INSTRUCTIONS FOR THE TASK
Go through the records below and report each line with "turn" in it.

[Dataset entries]
▽
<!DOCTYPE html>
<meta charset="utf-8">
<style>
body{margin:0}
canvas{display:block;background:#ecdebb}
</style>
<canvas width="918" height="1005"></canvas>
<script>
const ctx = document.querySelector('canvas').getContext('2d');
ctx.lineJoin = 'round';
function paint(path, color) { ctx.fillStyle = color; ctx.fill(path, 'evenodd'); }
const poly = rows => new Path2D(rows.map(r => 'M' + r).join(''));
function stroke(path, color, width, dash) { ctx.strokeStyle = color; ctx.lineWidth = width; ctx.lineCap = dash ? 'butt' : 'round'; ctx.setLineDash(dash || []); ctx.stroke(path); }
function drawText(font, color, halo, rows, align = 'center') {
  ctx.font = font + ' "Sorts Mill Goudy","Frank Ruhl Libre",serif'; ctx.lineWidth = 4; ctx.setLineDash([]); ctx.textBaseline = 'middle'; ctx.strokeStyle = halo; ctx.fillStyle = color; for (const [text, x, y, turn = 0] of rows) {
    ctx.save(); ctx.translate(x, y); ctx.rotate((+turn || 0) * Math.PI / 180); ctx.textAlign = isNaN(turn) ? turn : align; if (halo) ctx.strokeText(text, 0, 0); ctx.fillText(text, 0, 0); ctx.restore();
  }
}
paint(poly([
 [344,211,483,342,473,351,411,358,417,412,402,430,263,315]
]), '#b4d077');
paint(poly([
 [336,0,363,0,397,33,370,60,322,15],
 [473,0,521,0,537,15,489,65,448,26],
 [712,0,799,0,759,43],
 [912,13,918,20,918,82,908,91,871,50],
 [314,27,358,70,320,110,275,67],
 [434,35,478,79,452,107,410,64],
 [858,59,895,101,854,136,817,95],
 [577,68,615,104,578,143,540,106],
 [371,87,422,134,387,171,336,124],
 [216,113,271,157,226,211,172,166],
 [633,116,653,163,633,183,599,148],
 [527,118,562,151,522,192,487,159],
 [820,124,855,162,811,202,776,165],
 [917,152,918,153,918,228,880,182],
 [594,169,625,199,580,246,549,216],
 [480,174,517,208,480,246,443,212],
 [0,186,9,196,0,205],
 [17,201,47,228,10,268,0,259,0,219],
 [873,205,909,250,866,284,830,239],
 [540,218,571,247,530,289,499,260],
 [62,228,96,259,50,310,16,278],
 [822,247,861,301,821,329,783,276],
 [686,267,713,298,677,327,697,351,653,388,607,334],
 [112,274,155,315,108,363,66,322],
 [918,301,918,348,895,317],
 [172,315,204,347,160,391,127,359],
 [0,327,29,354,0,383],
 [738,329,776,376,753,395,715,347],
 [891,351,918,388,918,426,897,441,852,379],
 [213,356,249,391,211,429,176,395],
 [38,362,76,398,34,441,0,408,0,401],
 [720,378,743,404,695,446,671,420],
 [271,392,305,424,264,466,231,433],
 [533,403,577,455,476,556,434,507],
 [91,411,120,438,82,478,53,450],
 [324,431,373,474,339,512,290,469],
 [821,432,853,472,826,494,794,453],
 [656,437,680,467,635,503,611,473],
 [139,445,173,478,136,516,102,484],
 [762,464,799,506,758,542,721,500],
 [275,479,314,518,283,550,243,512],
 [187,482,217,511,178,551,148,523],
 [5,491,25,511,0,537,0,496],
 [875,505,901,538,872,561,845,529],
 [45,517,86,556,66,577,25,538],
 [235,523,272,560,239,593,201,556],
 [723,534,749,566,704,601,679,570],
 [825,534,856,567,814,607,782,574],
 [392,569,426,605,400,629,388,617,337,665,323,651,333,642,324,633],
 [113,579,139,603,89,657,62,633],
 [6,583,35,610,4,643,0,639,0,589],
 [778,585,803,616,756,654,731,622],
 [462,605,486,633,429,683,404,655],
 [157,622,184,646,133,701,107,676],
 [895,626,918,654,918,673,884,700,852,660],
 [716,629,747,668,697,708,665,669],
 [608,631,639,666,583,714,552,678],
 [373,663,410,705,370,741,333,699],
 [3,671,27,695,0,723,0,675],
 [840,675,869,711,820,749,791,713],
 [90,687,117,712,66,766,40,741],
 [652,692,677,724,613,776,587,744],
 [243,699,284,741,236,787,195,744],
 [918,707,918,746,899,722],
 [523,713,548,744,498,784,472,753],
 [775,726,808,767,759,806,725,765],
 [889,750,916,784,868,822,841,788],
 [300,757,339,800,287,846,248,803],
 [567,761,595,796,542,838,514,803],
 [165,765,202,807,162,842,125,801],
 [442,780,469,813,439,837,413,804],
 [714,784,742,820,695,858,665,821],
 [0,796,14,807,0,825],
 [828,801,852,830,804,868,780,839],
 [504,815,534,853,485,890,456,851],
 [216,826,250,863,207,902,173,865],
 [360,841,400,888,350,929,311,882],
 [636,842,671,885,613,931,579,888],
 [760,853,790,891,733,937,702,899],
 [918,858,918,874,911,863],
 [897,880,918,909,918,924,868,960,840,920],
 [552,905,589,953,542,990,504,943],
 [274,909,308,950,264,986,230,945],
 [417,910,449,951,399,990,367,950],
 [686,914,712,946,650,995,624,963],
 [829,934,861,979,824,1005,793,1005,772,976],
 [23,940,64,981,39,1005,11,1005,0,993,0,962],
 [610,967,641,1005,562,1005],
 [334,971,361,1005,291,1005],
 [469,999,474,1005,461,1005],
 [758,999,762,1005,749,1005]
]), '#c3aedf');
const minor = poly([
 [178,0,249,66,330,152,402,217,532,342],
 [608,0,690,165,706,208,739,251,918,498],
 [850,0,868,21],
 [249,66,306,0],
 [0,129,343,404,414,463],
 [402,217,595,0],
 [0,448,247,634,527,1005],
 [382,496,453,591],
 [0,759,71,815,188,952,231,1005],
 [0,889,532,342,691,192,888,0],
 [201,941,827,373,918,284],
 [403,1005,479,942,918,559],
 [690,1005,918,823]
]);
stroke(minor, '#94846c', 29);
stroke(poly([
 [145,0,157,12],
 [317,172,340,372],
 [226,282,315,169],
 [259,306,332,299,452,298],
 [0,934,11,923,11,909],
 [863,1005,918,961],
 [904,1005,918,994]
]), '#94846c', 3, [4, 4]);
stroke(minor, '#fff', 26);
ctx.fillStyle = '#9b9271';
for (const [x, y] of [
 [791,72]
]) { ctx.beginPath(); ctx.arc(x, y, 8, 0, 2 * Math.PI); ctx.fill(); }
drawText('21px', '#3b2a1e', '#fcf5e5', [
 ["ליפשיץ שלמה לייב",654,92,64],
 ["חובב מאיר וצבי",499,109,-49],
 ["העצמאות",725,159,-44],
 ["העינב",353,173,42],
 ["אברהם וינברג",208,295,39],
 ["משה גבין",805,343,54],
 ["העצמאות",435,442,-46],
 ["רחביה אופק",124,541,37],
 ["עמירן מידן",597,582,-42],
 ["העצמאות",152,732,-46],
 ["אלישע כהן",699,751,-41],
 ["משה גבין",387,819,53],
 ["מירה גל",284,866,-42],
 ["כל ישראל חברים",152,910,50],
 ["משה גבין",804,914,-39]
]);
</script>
△
SOLUTION BELOW
  ctx.font = font + ' "Sorts Mill Goudy","Frank Ruhl Libre",serif'; ctx.lineWidth = 4; ctx.setLineDash([]); ctx.textBaseline = 'middle'; ctx.strokeStyle = halo; ctx.fillStyle = color; for (const [text, x, y, turn = 0] of rows) {
    ctx.save(); ctx.translate(x, y); ctx.rotate((+turn || 0) * Math.PI / 180); ctx.textAlign = isNaN(turn) ? turn : align; if (halo) ctx.strokeText(text, 0, 0); ctx.fillText(text, 0, 0); ctx.restore();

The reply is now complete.